(DATA FOR THIS TASK):
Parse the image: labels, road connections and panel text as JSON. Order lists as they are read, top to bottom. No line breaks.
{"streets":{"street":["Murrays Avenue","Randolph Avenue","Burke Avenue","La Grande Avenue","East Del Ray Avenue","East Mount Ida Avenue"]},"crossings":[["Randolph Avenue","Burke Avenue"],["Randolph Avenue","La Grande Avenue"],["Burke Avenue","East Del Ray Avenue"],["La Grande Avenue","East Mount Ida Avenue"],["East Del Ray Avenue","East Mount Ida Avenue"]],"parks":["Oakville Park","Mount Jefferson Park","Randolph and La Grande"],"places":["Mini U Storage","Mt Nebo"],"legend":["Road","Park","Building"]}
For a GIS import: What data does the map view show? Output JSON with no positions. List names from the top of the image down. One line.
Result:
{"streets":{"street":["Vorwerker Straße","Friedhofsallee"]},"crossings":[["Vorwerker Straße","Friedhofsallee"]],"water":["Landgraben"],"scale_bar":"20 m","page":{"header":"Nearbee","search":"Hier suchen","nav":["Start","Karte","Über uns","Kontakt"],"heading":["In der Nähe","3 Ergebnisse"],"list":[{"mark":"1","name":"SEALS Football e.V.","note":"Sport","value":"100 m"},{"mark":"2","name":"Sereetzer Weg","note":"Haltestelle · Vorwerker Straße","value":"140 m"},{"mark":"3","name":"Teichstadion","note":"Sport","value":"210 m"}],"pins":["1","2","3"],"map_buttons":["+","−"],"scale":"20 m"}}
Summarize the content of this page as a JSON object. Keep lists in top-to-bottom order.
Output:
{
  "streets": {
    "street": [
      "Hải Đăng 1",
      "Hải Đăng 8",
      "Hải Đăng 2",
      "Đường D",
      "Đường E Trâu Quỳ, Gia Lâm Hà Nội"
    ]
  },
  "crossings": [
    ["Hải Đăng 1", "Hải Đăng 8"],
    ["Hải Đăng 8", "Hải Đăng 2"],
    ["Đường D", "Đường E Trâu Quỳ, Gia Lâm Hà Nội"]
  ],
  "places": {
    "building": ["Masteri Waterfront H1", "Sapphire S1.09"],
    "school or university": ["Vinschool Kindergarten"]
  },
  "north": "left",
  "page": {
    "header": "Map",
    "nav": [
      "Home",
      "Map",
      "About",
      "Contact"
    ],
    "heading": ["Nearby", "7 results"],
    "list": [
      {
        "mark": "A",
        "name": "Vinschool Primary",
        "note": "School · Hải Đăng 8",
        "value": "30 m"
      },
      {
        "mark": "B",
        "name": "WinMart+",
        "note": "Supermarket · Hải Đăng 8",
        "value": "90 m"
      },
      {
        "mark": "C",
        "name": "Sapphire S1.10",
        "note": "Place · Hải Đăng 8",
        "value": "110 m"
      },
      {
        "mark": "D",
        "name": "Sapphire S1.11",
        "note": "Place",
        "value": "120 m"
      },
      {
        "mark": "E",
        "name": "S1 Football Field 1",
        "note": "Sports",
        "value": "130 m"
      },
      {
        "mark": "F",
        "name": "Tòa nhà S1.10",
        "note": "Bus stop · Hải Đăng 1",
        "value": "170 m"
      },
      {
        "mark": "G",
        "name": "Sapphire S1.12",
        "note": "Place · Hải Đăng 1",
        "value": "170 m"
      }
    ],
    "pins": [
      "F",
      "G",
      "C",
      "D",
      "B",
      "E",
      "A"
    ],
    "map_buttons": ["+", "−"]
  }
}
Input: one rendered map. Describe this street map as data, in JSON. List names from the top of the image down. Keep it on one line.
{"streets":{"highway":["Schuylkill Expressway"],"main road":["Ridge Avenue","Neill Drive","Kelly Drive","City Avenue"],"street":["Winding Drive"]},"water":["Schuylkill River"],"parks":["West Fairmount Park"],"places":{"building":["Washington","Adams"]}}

(WORK TO BE COMPLETED):
Reproduce all lines from the records above that include the word "image".

(WRITTEN RESPONSE):
Parse the image: labels, road connections and panel text as JSON. Order lists as they are read, top to bottom. No line breaks.
For a GIS import: What data does the map view show? Output JSON with no positions. List names from the top of the image down. One line.
Input: one rendered map. Describe this street map as data, in JSON. List names from the top of the image down. Keep it on one line.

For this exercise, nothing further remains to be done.